Литмир - Электронная Библиотека

— А теперь — аллюром!

Когда они, изрядно запыхавшись, ввалились в пивную, человек, а это был не кто иной, как их незрячий знакомый, получавший у стойки затребованное, испуганно вздрогнул и судорожно придвинул к себе кувшин и тарелку. Обеспокоенный его манипуляциями хозяин сердито рыкнул, и бродяга так же нервно швырнул на стойку деньги. Этого ему показалось недостаточно, и он визгливо закричал:

— Я заплатил, заплатил! Все видели, что я заплатил, и это моё!

Весьма своевременное замечание, ибо монета уже перекочевала в кулак Проля, и он бросил опешившему хозяину:

— Запиши этому молодчику в долг.

Слепой съёжился, втянул голову в плечи, словно готовясь вместо еды отведать порцию тумаков, и попытался торопливо всё сжевать и проглотить, но поперхнулся первым же куском так, что Пролю пришлось участливо приложить кулак к его спине. Следующим движением он ловко вырвал из рук нищего кувшин с выпивкой и тарелку с закуской.

— Вы только гляньте, что у нас здесь. Пивко!

Не прогневайся, Господь,
Это справедливо,
Чтобы немощную плоть,
Укрепляло пиво.

Народ сперва и не сообразил, что к чему, а когда раскутал, что это вирши, — восторгу не было предела.

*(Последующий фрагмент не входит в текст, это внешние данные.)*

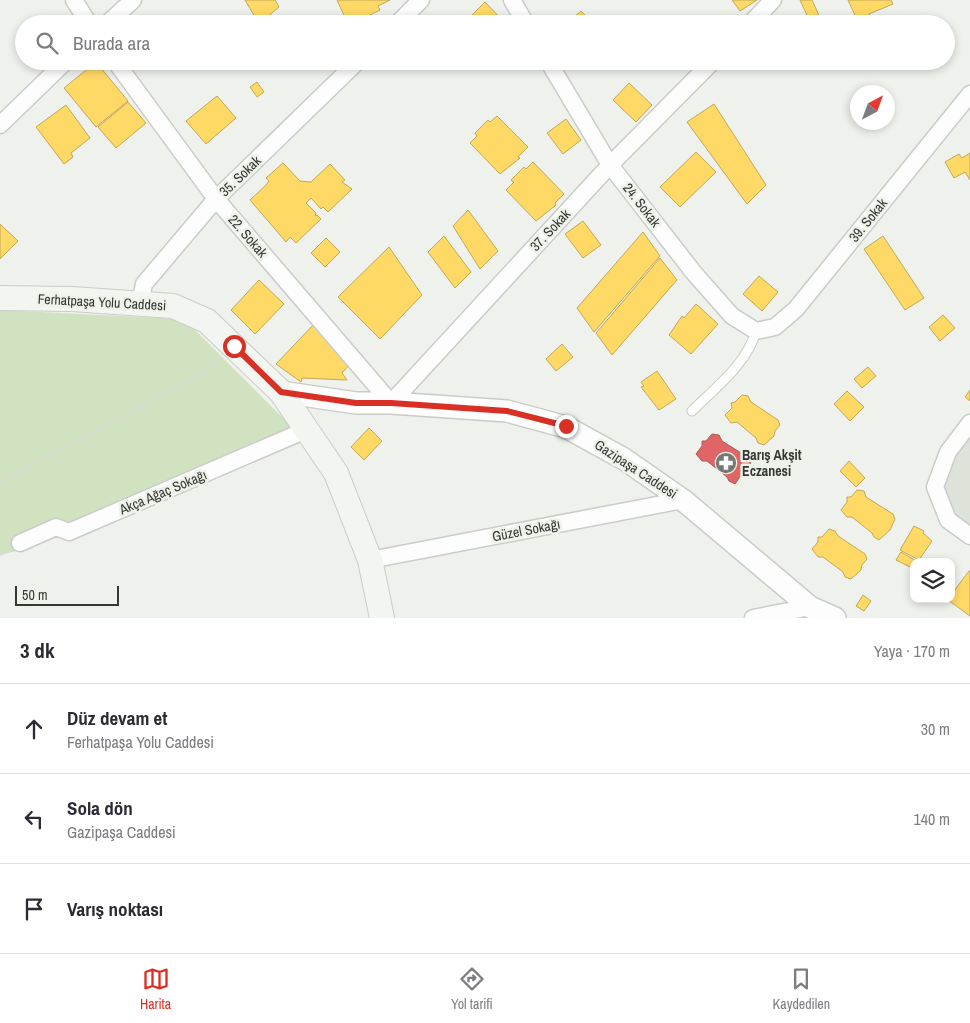 <!DOCTYPE html>
<html lang="tr">
<head>
<meta charset="utf-8">
<style>
	body { margin:0; font-family:"Archivo Narrow",sans-serif; background:#f7f7f7; color:#2b2b33 }
	.controls { position:absolute; right:15px; bottom:15px; display:grid; overflow:hidden; border-radius:10px; box-shadow:0 2px 8px #0003 }
	.controls button { width:45px; height:45px; display:grid; place-items:center; padding:0; border:0; border-bottom:1px solid #e1e1e2; background:#fff; color:#2b2b33; font:25px sans-serif }
	.compass { position:absolute; left:850px; top:85px; width:45px; height:45px; border-radius:50%; background:#fff; box-shadow:0 2px 8px #0003; rotate:41deg }
	.scale { position:absolute; left:15px; bottom:12px; width:104px; box-sizing:border-box; padding-left:5px; border:2px solid #353734; border-top:0; font-size:14px; line-height:18px; white-space:nowrap; color:#353734; -webkit-text-stroke:4px #eef3ea; paint-order:stroke }
	.stop { position:absolute; width:15px; height:15px; margin:-11px; border:4px solid #d93025; border-radius:50%; background:#fff }
	.stop.end { background:#d93025; border-color:#fff; box-shadow:0 1px 5px #0008 }
	.list { margin:0; padding:0; list-style:none }
	h2 { display:flex; justify-content:space-between; align-items:center; height:65px; margin:0; padding:0 20px; font-size:21px }
	h2 small { font-size:16px; font-weight:400; color:#7c7c81 }
	.list li { display:grid; grid-template-columns:32px 1fr auto; gap:15px; align-items:center; box-sizing:border-box; height:90px; padding:0 20px; border-top:1px solid #e1e1e2 }
	.list b { display:block; font-size:19px; white-space:nowrap }
	.list p { margin:0; font-size:16px; white-space:nowrap; color:#7c7c81 }
	.list em { font-size:16px; font-style:normal; color:#7c7c81 }
	.icon { flex:none; width:28px; height:28px; fill:none; stroke:currentColor; stroke-width:2; stroke-linecap:round; stroke-linejoin:round }
	.map { position:relative; flex:none; width:970px; height:618px; overflow:hidden }
	.search { position:absolute; background:#fff; box-shadow:0 2px 8px #0003; left:15px; right:15px; top:15px; height:55px; display:flex; align-items:center; gap:12px; box-sizing:border-box; padding:0 18px; border-radius:28px; color:#7c7c81; font-size:19px }
	.sheet { height:335px; background:#fff }
	nav { display:flex; justify-content:space-around; align-items:center; box-sizing:border-box; height:70px; border-top:1px solid #e1e1e2; background:#fff; font-size:14px; color:#7c7c81 }
	nav a { display:grid; justify-items:center; gap:2px }
	nav .on { color:#d93025 }
	.map>svg:first-child { display:block }
	.built { fill:#dee3d9 }
	.green { fill:#d1e2c1 }
	.homes { fill:#ffd966; stroke:#c2a857 }
	.shops { fill:#e06666; stroke:#ad5857 }
	.lines { fill:none; stroke-linecap:round; stroke-linejoin:round }
	.service-casing { stroke:#caccc9; stroke-width:11 }
	.minor-casing { stroke:#caccc9; stroke-width:19 }
	.tertiary-casing { stroke:#caccc9; stroke-width:24 }
	.secondary-casing { stroke:#caccc9; stroke-width:26 }
	.path { stroke:#dadad9; stroke-width:2.5; stroke-dasharray:4 2.5; stroke-linecap:butt }
	.service { stroke:#fcfdfc; stroke-width:9 }
	.minor { stroke:#fcfdfc; stroke-width:16 }
	.tertiary { stroke:#fcfdfc; stroke-width:21 }
	.secondary { stroke:#f3f5f0; stroke-width:24 }
	.route { stroke:#d93025; stroke-width:6 }
	.labels { text-anchor:middle; dominant-baseline:central; stroke-width:5; stroke-linejoin:round; paint-order:stroke }
	.street-label { font-size:14px; fill:#353734; stroke:#eef3ea }
	.poi-label { font-size:14px; font-weight:bold; fill:#353734; stroke:#eef3ea; text-anchor:start }
</style>
</head>
<body>
<div class="map">
<svg width="970" height="618" viewBox="0 0 970 618">
	<rect width="100%" height="100%" fill="#eef1ec"/>
	<!-- built -->
	<path class="built" d="M970 416V542L947 525 929 497 937 459Z"/>
	<!-- green -->
	<path class="green" d="M0 310 180 319 196 331 291 426 285 436 70 522H49L13 537 17 551 0 555Z"/>
	<!-- homes -->
	<path class="homes" d="M245 0H275L279 7 259 24Z
		M337 0H390L378 6 380 10 366 17 368 22 365 24H348Z
		M732 0H757L740 11Z
		M800 0H812L823 24H811Z
		M848 0H891L893 4 869 14 872 18 859 24Z
		M485 2 506 24H463Z
		M581 11 593 24H566Z
		M494 61H511L501 68Z
		M96 62 128 101 96 127 64 88Z
		M257 82 264 92 257 97 250 87Z
		M629 83 652 105 636 122 613 100Z
		M217 96 236 118 206 144 186 121Z
		M128 102 146 123 116 148 98 127Z
		M714 104 766 185 747 204 687 122Z
		M66 105 90 138 71 153 73 157 64 164 36 127Z
		M497 116 528 147 518 157 520 158 500 174 470 143 477 136 475 133 488 120 490 122Z
		M566 119 581 140 563 154 547 133Z
		M696 152 716 172 680 207 660 187Z
		M970 153V180L965 172 954 178 945 162 959 154 962 158Z
		M533 162 564 194 555 203 556 205 536 221 506 190 514 182 511 180 524 167 526 169Z
		M283 163 300 181 311 182 330 164 345 180 342 182 352 189 328 212 323 207 321 209 311 198 306 203 316 213 315 216 317 215 321 219 296 243 290 237 286 242 250 200 266 185 269 181 266 178Z
		M468 210 498 251 480 269 453 226Z
		M583 221 601 245 583 258 565 234Z
		M0 224 18 241 0 259Z
		M643 232 660 256 594 332 577 308Z
		M444 236 471 272 455 288 428 252Z
		M883 236 924 298 905 310 864 249Z
		M326 238 340 252 325 267 311 253Z
		M389 247 422 295 380 339 338 297Z
		M660 258 677 280 612 355 596 333Z
		M759 276 778 292 762 311 743 294Z
		M259 280 284 304 255 334 231 310Z
		M696 304 718 324 691 354 669 335 682 316 684 318Z
		M943 315 955 328 940 341 929 327Z
		M316 322 352 362 342 373 347 380 302 378 301 382 276 364Z
		M562 344 573 357 556 371 546 359Z
		M868 367 876 376 862 388 854 379Z
		M657 371 676 399 659 410 641 387 644 386 641 382Z
		M970 390V401L965 397Z
		M847 391 864 407 850 421 834 404Z
		M742 395 748 396 751 402 778 420 780 425 775 431 774 436 764 445 758 443 756 438 737 422 731 423 725 415 732 408 731 403 735 402Z
		M369 428 382 441 364 460 351 447Z
		M849 461 865 478 856 487 840 471Z
		M857 490 864 491 866 497 893 514 895 519 890 530 879 540 874 537 872 533 852 517H847L841 510 847 502V497H851Z
		M914 526 924 531 923 533 932 541 919 560 900 550Z
		M829 529 835 531 838 536 865 554 867 559 862 565 861 570 851 579 845 577 843 572 823 557H818L812 549 818 542V537H822Z
		M901 552 918 562H914V569L896 560Z
		M969 571H970V616L948 600 951 599V595Z
		M863 595 871 601 864 611 856 606Z"/>
	<!-- shops -->
	<path class="shops" d="M712 434 719 435 722 441 749 458 751 463 745 469V474L741 475 735 484 729 481 727 477 707 461H702L696 454 702 446V441H706Z"/>
	<g class="lines">
		<!-- service casing -->
		<g class="service-casing">
			<path id="service" d="M692 411C715 388 747 364 756 331"/>
		</g>
		<!-- minor casing -->
		<g class="minor-casing">
			<path id="minor" d="M74 0 89 24
				M512 0 526 24
				M107 24 133 0
				M397 24 421 0
				M750 24 773 0
				M115 61 216 199 391 403 610 165 713 61
				M548 61 610 165 694 273 732 316 756 331 775 327 796 309 970 94
				M0 125 66 61
				M140 304 144 284 216 199 358 61
				M970 423 948 452 935 487 948 520 970 536
				M20 543 56 527 69 532 306 430
				M370 560 683 500
				M753 618 810 607"/>
		</g>
		<!-- tertiary casing -->
		<g class="tertiary-casing">
			<path id="tertiary" d="M281 392 356 403H391L507 411 566 427 624 459 683 500 810 607 835 618"/>
		</g>
		<!-- secondary casing -->
		<g class="secondary-casing">
			<path id="secondary" d="M0 298 72 299 173 306 207 321 281 392 336 473 370 560 382 618"/>
		</g>
		<!-- path -->
		<path class="path" d="M0 482 203 373 219 359
			M0 555 8 551"/>
		<!-- service -->
		<use href="#service" class="service"/>
		<!-- minor -->
		<use href="#minor" class="minor"/>
		<!-- tertiary -->
		<use href="#tertiary" class="tertiary"/>
		<!-- secondary -->
		<use href="#secondary" class="secondary"/>
	</g>
	<g class="lines">
		<!-- route -->
		<path class="route" d="M234 346 281 392 356 403H391L507 411 566 426"/>
	</g>
	<!-- icons -->
	<defs>
		<g id="pharmacy-disc" transform="scale(1.125)"><circle r="9.5" fill="#767874" stroke="#eef3ea"/><path d="M-2-6h4v4h4v4h-4v4h-4v-4h-4v-4h4Z" fill="#fff"/></g>
	</defs>
	<g fill-rule="evenodd">
		<use href="#pharmacy-disc" x="726" y="463"/>
	</g>
	<g class="labels">
		<!-- street labels -->
		<g class="street-label">
			<text transform="translate(240 176) rotate(-44)">35. Sokak</text>
			<text transform="translate(642 205) rotate(52)">24. Sokak</text>
			<text transform="translate(868 220) rotate(-51)">39. Sokak</text>
			<text transform="translate(550 230) rotate(-47)">37. Sokak</text>
			<text transform="translate(248 236) rotate(49)">22. Sokak</text>
			<text transform="translate(102 302) rotate(3)">Ferhatpaşa Yolu Caddesi</text>
			<text transform="translate(636 469) rotate(33)">Gazipaşa Caddesi</text>
			<text transform="translate(163 492) rotate(-23)">Akça Ağaç Sokağı</text>
			<text transform="translate(526 530) rotate(-11)">Güzel Sokağı</text>
		</g>
		<!-- poi labels -->
		<g class="poi-label">
			<text x="742" y="455">Barış Akşit<tspan x="742" dy="16">Eczanesi</tspan></text>
		</g>
	</g>
</svg>
<div class="controls">
<button><svg class="icon" aria-label="layers" viewBox="0 0 24 24"><path d="M12 4l9 5-9 5-9-5zM3 14l9 5 9-5"/></svg></button>
</div>
<svg class="compass" viewBox="-18 -18 36 36"><path d="M0-13l5 13h-10z" fill="#e53935"/><path d="M0 13l5-13h-10z" fill="#7c7c81"/></svg>
<div class="scale">50 m</div>
<div class="stop" style="left:234px;top:346px"></div>
<div class="stop end" style="left:566px;top:426px"></div>
<div class="search"><svg class="icon" aria-label="search" viewBox="0 0 24 24"><circle cx="10" cy="10" r="6"/><path d="M15 15l6 6"/></svg>Burada ara</div>
</div>
<section class="sheet">
<h2>3 dk<small>Yaya · 170 m</small></h2>
<ul class="list">
<li><svg class="icon" aria-label="ahead" viewBox="0 0 24 24"><path d="M12 20V5M6 11l6-6 6 6"/></svg><div><b>Düz devam et</b><p>Ferhatpaşa Yolu Caddesi</p></div><em>30 m</em></li>
<li><svg class="icon" aria-label="left" viewBox="0 0 24 24"><path d="M17 20v-9H6M10 6l-5 5 5 5"/></svg><div><b>Sola dön</b><p>Gazipaşa Caddesi</p></div><em>140 m</em></li>
<li><svg class="icon" aria-label="arrive" viewBox="0 0 24 24"><path d="M6 21V4h12l-3 4 3 4H6"/></svg><div><b>Varış noktası</b></div></li>
</ul>
</section>
<nav>
<a class="on"><svg class="icon" aria-label="map" viewBox="0 0 24 24"><path d="M3 6l6-2 6 2 6-2v14l-6 2-6-2-6 2zM9 4v14M15 6v14"/></svg>Harita</a>
<a><svg class="icon" aria-label="directions" viewBox="0 0 24 24"><path d="M12 3l9 9-9 9-9-9zM9 14v-3h6M13 9l2 2-2 2"/></svg>Yol tarifi</a>
<a><svg class="icon" aria-label="saved" viewBox="0 0 24 24"><path d="M7 4h10v16l-5-4-5 4z"/></svg>Kaydedilen</a>
</nav>
</body>
</html>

Проль же сделал громкий хлебок, смачивая пересохшее горло, и продолжил:

— Братва, да это же приличное пойло. Правда, чего-то не достаёт... — Он легко развернулся к трактирщику: — Имбиря — как украл! И бычью голову в пивоваренный котёл явно забыл бросить[112]. Я прав, забыл? Так вот запомни: при варке пива свежесрубленная бычья голова — первое дело. А поскольку совет мой хоть чего-то, да стоит, плесни-ка нам по кружечке, пусть пока и без головы.

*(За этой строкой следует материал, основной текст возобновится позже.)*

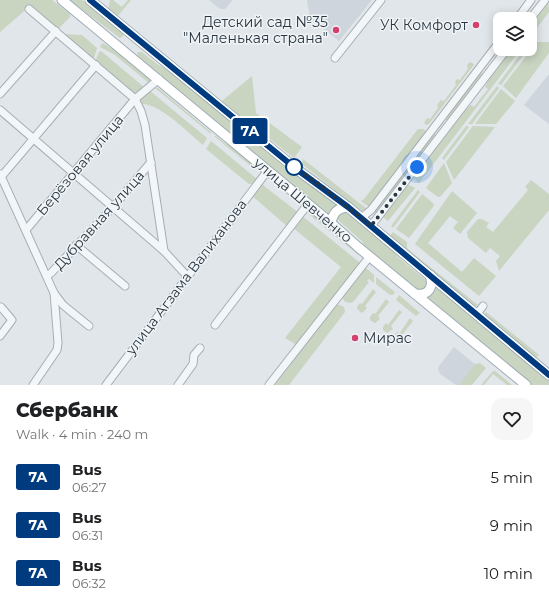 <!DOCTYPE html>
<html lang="en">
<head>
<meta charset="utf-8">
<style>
	:root { --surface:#fff; --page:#f6f6f6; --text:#202124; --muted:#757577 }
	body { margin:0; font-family:Montserrat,sans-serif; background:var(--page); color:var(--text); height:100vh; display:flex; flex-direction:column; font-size:15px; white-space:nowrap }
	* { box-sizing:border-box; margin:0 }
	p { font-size:13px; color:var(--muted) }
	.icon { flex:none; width:22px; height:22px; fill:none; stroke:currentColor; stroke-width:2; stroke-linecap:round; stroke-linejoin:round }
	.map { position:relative; height:385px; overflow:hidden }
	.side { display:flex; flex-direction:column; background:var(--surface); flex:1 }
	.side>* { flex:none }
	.badge { padding:0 8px; border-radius:3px; font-size:14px; line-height:26px }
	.buttons { position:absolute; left:493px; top:12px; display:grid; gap:8px }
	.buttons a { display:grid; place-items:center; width:44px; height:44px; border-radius:8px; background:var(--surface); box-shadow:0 2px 10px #0003; font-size:20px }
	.you { position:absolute; width:20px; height:20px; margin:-10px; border:3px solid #fff; border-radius:50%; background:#1a73e8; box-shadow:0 0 0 6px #1a73e833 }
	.map>.badge { position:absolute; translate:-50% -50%; box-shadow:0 0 0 2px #fff }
	.round { display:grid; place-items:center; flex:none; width:42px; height:42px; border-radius:12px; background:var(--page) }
	.headline { display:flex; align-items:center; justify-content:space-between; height:68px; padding:0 16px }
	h1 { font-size:19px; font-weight:800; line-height:30px }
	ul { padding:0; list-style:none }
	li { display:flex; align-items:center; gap:12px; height:48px; padding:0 16px }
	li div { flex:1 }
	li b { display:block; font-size:15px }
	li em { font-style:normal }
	li .badge { min-width:44px; font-weight:700; text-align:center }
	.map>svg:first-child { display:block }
	.built { fill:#cfd5dc }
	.green { fill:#c9d4c1 }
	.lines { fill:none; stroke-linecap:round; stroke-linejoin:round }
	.minor-casing { stroke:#a6aeb4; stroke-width:9 }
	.major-casing { stroke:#9facb6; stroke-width:11 }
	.minor { stroke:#f3f6f8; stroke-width:7 }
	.major { stroke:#fff; stroke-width:9 }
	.line-casing { stroke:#fff; stroke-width:9 }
	.line { stroke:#003b80; stroke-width:6 }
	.walk { stroke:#283642; stroke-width:4; stroke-dasharray:0 7.2 }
	.poi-dot { fill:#d3426e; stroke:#f0f4f7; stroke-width:1.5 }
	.stop-dot { fill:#fff; stroke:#003b80; stroke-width:2 }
	.labels { text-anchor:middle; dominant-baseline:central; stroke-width:3; stroke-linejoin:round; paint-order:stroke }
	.poi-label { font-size:14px; fill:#283642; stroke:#f0f4f7; text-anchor:end }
	.street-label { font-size:14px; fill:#283642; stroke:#f0f4f7 }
</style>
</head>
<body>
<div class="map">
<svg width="549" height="385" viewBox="0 0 549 385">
	<rect width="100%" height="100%" fill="#e1e6ea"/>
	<g class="built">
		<polygon points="209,0 233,0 225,9 220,9"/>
		<polygon points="307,0 372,0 339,41 310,18"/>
		<polygon points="549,74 549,124 524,105"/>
		<polygon points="454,347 475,364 463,382 459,385 456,385 440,374 438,370 439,366"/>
	</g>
	<g class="green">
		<polygon points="0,0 52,0 70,14 70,17 57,30 30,6 0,32"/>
		<path d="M70 0H82L123 34V36L120 38C103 25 86 13 70 0Z"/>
		<polygon points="110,0 113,0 122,7 128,0 131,0 117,17 108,10"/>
		<polygon points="548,0 549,12 530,37 530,24"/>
		<polygon points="61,34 82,35 97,48 93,61"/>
		<polygon points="537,42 549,42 549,53 516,98 503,86"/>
		<polygon points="102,43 120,53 151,80 151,83 150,84 115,55 100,47"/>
		<polygon points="511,49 521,49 419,183 413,178 414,175 454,125 462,112 471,105 474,107 488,89 485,87 489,78"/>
		<polygon points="524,49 528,49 501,85 498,84"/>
		<polygon points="101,51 145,88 136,95 95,62 99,52"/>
		<polygon points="139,52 142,52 157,64 166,69 339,205 333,208 328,214 138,56 137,53"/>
		<polygon points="470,62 474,64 473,66 429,124 426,125 424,123 427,118 430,119 438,108 437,105 441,100 444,101 456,85 455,82 457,79 460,80 468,69 467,65"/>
		<polygon points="480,72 483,75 448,121 444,118"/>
		<polygon points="252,76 256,113 302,147 294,158 271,140 263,132 261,133 223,107 221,103 223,100"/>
		<polygon points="497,86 499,88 472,124 468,124"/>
		<polygon points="155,88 158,88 211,132 211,134"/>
		<polygon points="501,89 515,101 496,124 475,124"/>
		<path d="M150 91 207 138 203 145C188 133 160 103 141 104L139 102V99Z"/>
		<polygon points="466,126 469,127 444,160 442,158"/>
		<polygon points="473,126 495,127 454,180 446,162"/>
		<polygon points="418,129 423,129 427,132 369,207 361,201 364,199"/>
		<polygon points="434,133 436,135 376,213 374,210"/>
		<polygon points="214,136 216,136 226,144 234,147 255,166 253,168"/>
		<polygon points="211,141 257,179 252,184 249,184 206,149"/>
		<path d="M303 159 367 209C357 214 351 207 346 199L302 164Z"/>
		<polygon points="444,163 452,183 440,197 438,197 426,188"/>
		<polygon points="261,180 264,186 299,213 288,227 250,194"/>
		<polygon points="531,180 549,194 549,210 499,271 496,261 500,256 490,248 486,253 468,238 467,232 478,219 482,219 489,223 486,227 493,232 528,190 525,187"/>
		<polygon points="407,184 415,188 388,221 382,216"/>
		<polygon points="418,190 420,192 393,228 391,226"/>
		<polygon points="452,191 477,213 460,234 453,228 458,222 450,216 428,243 462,272 474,258 496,276 479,296 415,244"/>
		<polygon points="422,194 434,204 433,207 409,238 396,229"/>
		<polygon points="307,210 356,251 360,256 305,211"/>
		<polygon points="346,211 394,250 398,257 428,282 428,287 419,291 365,247 362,241 338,220 337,215"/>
		<polygon points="301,215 360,263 297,345 285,338 341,267 292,227"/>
		<polygon points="393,232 407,242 407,248 410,251 478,305 475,307 461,295 454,292 389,237"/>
		<polygon points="366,268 374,275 374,283 369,279 367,281 369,282 354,301 351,303 345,302 343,299 343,297 363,270"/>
		<polygon points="376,277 395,292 393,295 390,295 376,284"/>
		<path d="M437 286 549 380V385H532L427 298C433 295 436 292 437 286Z"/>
		<polygon points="373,289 376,292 365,306 367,308 362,313 357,309 357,307 360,303 362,304"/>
		<polygon points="399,295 420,313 416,316 396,300"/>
		<polygon points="386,299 389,302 378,316 380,319 375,323 370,320 370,317 373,313 375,314"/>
		<polygon points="337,304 344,307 345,312 289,385 275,385"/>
		<polygon points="399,310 402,312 391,326 393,329 387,333 383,330 383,327 386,323 388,325"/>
		<polygon points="486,312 539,355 534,359 503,334 500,328 484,315"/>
		<polygon points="410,318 413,321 402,335 404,338 399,342 394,339 394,336 397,332 399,334"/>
		<polygon points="480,363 486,368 472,385 459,385 475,364"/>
		<polygon points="493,371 495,371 512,385 507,385 493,374 484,385 481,385"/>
	</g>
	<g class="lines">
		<defs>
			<g id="minor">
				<polyline points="29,9 135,99 141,111 145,125 164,251 187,276"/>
				<polyline points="517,19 531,0"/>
				<polyline points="530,19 545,0"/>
				<polyline points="335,58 381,0"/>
				<polyline points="0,94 56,31"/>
				<polyline points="0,110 164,251"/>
				<polyline points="0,174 54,293 63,305 89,326"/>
				<polyline points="1,177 96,65"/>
				<polyline points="361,218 371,210 500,41"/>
				<polyline points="371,226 507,49"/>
				<polyline points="26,230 135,99 159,79"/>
				<polyline points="76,245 125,286"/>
				<polyline points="47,276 51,273 114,206 151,162"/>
				<polyline points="477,314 483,306"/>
				<polyline points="215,325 308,204"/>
				<polyline points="0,336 12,320 1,307"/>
				<polyline points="33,385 57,350 58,343 54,293"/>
				<polyline points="106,385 268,170"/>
				<polyline points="178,385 193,364 194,355 200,348"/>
				<polyline points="269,385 370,256"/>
			</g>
			<g id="major">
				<polyline points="62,0 331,223 358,247 526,385"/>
				<polyline points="90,0 295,168 348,207 549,375"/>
				<path d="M331 223C333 212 338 208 348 207"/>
				<path d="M415 294C429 296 434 287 430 275"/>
			</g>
		</defs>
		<use href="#minor" class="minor-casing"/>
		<use href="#major" class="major-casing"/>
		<use href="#minor" class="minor"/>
		<use href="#major" class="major"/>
	</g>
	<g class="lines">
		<defs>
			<polyline id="line" points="90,0 295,168 348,207 549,375"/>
		</defs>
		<use href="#line" class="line-casing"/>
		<use href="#line" class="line"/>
		<polyline class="walk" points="294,167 319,184 371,226 417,167"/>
	</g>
	<g class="poi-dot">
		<circle cx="476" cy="25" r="4"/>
		<circle cx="336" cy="30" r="4"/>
		<circle cx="355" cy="338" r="4"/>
	</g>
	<circle class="stop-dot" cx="294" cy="167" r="8"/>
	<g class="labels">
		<g class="poi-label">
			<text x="328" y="22">Детский сад №35<tspan x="328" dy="16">"Маленькая страна"</tspan></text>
			<text x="468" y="25">УК Комфорт</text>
			<text x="363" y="338" text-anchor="start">Мирас</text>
		</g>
		<g class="street-label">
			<text transform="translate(80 165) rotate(-50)">Берёзовая улица</text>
			<text transform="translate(303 200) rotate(40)">улица Шевченко</text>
			<text transform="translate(99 220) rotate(-48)">Дубравная улица</text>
			<text transform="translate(186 277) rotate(-53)">улица Агзама Валиханова</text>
		</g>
	</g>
</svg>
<div class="buttons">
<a><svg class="icon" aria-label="layers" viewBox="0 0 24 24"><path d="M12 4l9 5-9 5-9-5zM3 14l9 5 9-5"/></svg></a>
</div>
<div class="you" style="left:417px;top:167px"></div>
<b class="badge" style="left:250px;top:131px;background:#003b80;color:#fff">7А</b>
</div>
<section class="side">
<div class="headline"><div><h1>Сбербанк</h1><p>Walk · 4 min · 240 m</p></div><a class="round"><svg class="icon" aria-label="heart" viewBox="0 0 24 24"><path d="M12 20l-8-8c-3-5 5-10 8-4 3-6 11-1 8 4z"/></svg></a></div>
<ul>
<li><span class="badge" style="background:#003b80;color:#fff">7А</span><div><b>Bus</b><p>06:27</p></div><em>5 min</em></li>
<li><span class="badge" style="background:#003b80;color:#fff">7А</span><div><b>Bus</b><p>06:31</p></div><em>9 min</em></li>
<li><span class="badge" style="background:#003b80;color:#fff">7А</span><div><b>Bus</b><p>06:32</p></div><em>10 min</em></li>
</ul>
</section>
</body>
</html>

И, что самое удивительное, кабатчик послушно подчинился, хотя ещё мгновение назад готов был разорвать Проля. Поинтересовался только:

— А воловья не подойдёт?

Но тот уже общался со слепым, верно, заплакавшим бы от великого огорчения, коли б было чем:

— И свининкой, вижу, решил разговеться. Знаешь же пословицу, что каждый должен есть своё мясо. Так вот ты, родимый, собрался счавкать чужое. Моё или, точнее, Клемента. — И Проль бесцеремонно сунул кусок в рот растерявшегося Клемента так, что тому ничего не оставалось делать, как вцепиться в него зубами. — Свинина с пивком — милое дело, убойная-то свеженина. Это только глупые островитяне «Мартеновскую солонину» предпочитают[113]. А мне подавай свеженькое, парное. В следующий раз, когда зажилишь где денежку, загляни лучше в соседний трактир. Да, да, в тот самый, что содержит начальник всей вашей братии — кривой Алоиз. Так вот, у него можно заказать колбаску чесночную. Знаешь, как он её обозвал? Запоминай: «Победитель еретиков». Вот как он её обозвал. Не знаю, как оно там с еретиками, но к пиву идёт исключительно.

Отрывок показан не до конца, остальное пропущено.